I would need to perform some more tests but it seems that the amount of memory required by algod is proportional to the number of accounts (presumably loaded into a memory resident DB). Memory utilsation appears to be significantly inflated by the fast catchup process.
Hi @tsachi, I’ve recently changed my node’s hardware with a Raspberry Pi 4 8GB RAM, this time I mounted a Raspberry Pi OS 64bit (so each process is no more limited to 3GB RAM).
I’m still not able to fast chatchup the MainNet.
With this new setup, memory overload errors seem to be disappeared but during the Fast Catchup the Processed Accounts number restart from the beginning all of a sudden.
I’ve already set CatchupBlockDownloadRetryAttempts to 8000 in the config.json as you suggested.
Let me know if my node.log could be useful and where I can send it.

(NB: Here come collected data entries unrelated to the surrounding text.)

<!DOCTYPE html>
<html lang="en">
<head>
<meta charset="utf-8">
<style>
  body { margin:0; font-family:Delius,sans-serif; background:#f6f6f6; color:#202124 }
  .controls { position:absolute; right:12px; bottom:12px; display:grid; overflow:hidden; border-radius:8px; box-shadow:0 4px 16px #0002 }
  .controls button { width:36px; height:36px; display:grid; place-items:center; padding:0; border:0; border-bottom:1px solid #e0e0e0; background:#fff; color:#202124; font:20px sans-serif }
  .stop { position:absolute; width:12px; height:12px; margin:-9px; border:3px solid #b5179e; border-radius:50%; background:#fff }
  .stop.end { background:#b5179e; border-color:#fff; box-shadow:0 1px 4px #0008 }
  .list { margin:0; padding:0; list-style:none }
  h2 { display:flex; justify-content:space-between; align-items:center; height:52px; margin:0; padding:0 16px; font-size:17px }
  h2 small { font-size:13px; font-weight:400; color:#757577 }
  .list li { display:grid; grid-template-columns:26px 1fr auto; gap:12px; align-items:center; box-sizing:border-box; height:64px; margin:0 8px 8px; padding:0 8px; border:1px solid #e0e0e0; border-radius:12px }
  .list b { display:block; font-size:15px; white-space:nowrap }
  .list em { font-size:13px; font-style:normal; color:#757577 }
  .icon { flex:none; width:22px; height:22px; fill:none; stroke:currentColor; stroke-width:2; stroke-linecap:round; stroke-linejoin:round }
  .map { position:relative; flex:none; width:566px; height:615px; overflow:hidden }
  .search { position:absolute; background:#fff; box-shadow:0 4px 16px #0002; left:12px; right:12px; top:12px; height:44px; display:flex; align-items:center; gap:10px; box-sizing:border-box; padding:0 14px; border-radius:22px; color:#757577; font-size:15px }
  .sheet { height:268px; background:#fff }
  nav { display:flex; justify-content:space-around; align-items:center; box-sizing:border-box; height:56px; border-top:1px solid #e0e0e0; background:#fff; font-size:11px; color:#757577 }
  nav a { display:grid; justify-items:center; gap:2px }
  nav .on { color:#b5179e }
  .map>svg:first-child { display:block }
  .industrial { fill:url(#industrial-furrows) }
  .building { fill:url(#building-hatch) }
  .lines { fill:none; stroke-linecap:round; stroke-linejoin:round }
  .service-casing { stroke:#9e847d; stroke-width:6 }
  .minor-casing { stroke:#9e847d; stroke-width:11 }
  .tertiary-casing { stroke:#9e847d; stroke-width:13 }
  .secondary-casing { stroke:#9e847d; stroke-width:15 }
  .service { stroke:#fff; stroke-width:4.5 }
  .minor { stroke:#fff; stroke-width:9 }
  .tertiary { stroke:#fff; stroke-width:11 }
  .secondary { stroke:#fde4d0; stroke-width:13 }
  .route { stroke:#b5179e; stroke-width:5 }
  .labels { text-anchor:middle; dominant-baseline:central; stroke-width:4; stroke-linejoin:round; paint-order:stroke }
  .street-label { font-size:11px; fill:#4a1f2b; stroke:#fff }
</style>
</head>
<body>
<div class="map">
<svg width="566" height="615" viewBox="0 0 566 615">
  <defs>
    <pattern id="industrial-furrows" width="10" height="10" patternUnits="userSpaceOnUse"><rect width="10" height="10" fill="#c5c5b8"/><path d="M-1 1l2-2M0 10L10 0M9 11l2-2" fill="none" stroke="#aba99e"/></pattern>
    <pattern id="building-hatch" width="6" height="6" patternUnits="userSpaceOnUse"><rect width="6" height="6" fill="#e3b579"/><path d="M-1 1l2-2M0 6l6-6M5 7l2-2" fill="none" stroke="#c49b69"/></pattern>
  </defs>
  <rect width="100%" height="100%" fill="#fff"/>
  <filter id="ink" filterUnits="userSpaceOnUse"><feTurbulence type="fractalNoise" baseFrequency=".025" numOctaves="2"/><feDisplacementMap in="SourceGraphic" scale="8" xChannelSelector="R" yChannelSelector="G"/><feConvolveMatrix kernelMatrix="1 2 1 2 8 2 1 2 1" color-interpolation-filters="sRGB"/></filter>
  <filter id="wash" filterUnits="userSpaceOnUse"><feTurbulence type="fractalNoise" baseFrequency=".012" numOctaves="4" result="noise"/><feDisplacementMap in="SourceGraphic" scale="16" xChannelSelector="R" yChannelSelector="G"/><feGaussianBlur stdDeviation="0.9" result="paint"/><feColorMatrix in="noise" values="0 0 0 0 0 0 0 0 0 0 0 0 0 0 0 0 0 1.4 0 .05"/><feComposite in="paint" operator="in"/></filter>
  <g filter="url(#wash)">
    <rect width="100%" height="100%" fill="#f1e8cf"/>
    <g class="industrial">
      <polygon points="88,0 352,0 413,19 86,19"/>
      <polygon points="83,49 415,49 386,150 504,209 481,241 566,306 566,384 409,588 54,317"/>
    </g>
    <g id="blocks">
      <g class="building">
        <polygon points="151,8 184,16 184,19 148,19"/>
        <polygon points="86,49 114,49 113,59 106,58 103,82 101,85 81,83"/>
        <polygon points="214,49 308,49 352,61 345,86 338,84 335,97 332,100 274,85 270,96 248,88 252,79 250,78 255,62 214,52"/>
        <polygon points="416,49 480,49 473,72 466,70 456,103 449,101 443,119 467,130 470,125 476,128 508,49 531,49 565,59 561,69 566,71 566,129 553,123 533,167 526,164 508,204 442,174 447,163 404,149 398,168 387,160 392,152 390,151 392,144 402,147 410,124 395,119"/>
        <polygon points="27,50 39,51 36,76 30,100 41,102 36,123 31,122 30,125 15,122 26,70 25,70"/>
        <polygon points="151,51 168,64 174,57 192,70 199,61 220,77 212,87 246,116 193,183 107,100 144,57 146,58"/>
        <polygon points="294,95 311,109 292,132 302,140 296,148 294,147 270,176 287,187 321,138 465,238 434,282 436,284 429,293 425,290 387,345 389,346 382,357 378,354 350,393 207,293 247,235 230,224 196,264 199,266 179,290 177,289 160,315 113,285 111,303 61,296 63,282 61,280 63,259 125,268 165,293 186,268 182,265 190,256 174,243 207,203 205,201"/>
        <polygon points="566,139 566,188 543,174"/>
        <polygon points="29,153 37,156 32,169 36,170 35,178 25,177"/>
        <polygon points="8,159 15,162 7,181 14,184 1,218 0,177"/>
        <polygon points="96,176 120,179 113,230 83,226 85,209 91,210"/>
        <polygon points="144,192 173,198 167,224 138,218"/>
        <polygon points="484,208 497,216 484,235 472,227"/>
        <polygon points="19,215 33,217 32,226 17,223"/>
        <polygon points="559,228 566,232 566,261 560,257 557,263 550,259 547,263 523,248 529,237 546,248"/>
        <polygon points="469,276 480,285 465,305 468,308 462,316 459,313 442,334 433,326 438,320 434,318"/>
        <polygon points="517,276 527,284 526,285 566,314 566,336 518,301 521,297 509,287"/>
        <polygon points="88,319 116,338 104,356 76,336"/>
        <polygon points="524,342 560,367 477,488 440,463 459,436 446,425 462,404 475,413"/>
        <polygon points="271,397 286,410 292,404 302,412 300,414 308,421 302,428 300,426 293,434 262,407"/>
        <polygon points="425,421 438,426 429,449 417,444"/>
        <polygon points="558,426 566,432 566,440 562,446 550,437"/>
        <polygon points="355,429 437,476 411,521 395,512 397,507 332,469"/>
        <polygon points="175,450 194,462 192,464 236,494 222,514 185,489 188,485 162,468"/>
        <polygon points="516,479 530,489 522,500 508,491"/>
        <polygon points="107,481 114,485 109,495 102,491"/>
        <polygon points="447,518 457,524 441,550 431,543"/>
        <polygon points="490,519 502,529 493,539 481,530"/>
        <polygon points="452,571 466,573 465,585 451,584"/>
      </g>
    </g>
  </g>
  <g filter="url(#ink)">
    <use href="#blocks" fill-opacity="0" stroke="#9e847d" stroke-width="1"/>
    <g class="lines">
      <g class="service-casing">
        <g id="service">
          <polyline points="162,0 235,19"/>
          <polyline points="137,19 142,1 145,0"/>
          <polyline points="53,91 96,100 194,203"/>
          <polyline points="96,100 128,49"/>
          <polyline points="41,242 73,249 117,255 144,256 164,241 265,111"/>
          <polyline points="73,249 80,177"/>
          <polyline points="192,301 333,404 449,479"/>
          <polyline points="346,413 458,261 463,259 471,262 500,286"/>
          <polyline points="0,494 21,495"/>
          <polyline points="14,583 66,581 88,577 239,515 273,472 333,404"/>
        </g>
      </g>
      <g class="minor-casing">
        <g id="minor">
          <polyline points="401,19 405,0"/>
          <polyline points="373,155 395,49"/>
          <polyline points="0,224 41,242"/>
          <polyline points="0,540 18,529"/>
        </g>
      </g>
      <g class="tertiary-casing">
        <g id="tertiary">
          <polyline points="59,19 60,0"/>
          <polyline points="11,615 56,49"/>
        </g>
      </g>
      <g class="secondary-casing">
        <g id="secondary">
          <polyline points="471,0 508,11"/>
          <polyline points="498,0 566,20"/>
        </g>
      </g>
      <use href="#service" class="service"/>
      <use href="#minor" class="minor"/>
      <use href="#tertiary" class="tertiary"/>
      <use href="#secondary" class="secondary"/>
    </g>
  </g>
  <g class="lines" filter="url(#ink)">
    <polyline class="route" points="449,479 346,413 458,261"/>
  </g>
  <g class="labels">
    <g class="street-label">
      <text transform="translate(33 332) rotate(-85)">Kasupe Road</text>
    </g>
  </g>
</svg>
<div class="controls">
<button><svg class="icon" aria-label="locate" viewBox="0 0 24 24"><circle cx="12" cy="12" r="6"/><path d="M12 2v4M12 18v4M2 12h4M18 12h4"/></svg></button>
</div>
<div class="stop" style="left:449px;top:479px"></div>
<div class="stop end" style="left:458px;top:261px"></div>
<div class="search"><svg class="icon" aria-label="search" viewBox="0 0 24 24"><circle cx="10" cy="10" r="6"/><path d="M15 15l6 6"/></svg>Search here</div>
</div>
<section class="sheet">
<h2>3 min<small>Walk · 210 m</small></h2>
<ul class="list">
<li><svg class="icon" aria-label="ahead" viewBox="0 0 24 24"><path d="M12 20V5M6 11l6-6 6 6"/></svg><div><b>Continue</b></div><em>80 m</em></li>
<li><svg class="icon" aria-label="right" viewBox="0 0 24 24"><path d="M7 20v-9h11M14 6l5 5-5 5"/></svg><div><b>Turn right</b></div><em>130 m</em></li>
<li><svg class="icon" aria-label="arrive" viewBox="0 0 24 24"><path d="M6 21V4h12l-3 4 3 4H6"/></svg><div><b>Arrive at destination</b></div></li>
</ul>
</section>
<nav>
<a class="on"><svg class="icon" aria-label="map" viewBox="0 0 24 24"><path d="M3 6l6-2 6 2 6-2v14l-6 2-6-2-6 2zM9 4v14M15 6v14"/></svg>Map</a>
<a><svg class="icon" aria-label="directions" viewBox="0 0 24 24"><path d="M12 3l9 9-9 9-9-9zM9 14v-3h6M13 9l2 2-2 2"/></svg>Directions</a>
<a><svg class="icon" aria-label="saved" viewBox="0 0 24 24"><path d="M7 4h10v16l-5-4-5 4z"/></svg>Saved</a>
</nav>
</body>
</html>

@cusma, I did not know a 8GB Raspberry Pi exists… that makes me curious : does the arm6v code ( which we compiled for all the Raspberry Pi ) supports more than 4Gb ? I thought that it’s limited to 4GB.
Regarding the memory consumption issue, I can confirm that it does seems to be correlated with the large account number on mainnet. The recent betanet release (2.1.4) did not provided a fix for this issue, unfortunately (BetaNet Update: Version 2.1.4 )
To get access to the whole address space @cusma would have to build go-algorand targeting armv8, not just mount a 64-bit OS. The armv6 and armv7 ISAs are 32-bit only.
@tsachi Raspberry Pi 4 8GB has been released in May by Raspberry Pi Foundation, the PCB is slightly different from old versions due to thermal management improvements.
@jimmy as always I just followed this node installation guide for Linux distros on Raspberry Pi OS 64-bit (still in beta, old Raspbian was recently deprecated by Raspberry Pi Foundation switching to Raspberry Pi OS). Does this procedure automatically install arm6v?
So, help me undestand if is there any action I can take to build the correct version of go-alogrand in order to leverage all 8GB RAM without limitations.
and then runnning the installer from node directory, isn’t it?
Doubt: the fact that the Processed Accounts number resets during the catchup without having a memory fatal error (which I had with the previous 4GB 32bit node setup) is still related to RAM issues?